Me topé con este grafiti después de haber pasado la mañana revisando cientos de fotografías en la Fototeca Andina, uno de los archivos más importantes del Perú. La Fototeca fue fundada por Deborah Poole y Adelma Benavente, a fines de los años 80, y preserva actualmente más de 30.000 fotografías en placas de vidrio, tomadas por 45 fotógrafos que trabajaron en el sur andino, entre 1850 y 1960. Este archivo, el primero que visité en el Cusco, está ubicado en la ONG Centro Bartolomé de las Casas, nombrado en honor al obispo español de Chiapas, uno de los primeros en criticar las atrocidades cometidas por los españoles contra los pueblos indígenas, razón por la cual fue oficialmente nombrado “Procurador o Protector universal de todos los indios”. La ONG, fundada por antropólogos europeos en 1988, ha creado importantes programas sociales de educación y comunicación con las comunidades campesinas del Cusco.

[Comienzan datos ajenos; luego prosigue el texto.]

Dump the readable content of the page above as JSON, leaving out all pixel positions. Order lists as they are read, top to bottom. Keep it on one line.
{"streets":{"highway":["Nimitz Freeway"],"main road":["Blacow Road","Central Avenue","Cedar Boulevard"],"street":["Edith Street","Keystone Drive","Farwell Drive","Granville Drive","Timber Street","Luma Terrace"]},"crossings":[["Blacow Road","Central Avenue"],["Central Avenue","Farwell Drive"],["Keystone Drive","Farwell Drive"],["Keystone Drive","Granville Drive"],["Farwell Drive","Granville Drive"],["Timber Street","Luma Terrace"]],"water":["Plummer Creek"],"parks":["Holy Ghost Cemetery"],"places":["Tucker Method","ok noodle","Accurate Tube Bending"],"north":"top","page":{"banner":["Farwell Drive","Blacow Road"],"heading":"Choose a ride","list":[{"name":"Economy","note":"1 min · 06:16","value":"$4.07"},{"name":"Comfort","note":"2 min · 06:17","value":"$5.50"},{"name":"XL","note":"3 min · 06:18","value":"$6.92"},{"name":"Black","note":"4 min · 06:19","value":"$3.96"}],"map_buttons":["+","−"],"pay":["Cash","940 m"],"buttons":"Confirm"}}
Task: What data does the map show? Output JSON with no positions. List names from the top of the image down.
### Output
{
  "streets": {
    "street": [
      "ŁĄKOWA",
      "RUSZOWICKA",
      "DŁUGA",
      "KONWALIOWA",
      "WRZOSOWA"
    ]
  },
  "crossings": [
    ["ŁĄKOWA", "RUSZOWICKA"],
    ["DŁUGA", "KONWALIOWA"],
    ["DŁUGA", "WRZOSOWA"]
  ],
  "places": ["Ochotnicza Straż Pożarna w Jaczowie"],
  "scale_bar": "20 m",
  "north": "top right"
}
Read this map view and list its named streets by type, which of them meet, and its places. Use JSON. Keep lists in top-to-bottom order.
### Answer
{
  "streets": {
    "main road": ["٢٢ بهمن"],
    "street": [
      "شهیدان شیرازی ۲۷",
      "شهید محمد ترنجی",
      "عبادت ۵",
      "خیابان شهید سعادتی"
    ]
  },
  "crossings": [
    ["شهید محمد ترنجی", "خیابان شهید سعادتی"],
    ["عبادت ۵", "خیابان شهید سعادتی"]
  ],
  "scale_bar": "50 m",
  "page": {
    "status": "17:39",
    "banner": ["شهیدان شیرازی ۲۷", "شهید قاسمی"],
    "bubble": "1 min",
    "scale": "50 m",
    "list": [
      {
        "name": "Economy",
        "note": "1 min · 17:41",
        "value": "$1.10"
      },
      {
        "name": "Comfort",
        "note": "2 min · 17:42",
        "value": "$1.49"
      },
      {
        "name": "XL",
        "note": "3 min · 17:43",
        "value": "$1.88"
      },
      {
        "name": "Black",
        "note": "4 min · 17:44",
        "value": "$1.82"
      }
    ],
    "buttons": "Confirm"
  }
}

En ella, hay también una Casa Campesina donde pueden hospedarse los miembros de comunidades rurales remotas que buscan servicios médicos o legales en la ciudad, así como también una reconocida editorial que difunde el trabajo académico que el Centro Bartolomé de las Casas realiza en los Andes.
La mirada es más suave, el punto de vista mucho más familiar. La cámara nos acerca a los habitantes andinos, y al hacerlo, las fotografías muestran un mundo que los fotógrafos occidentales no conocían.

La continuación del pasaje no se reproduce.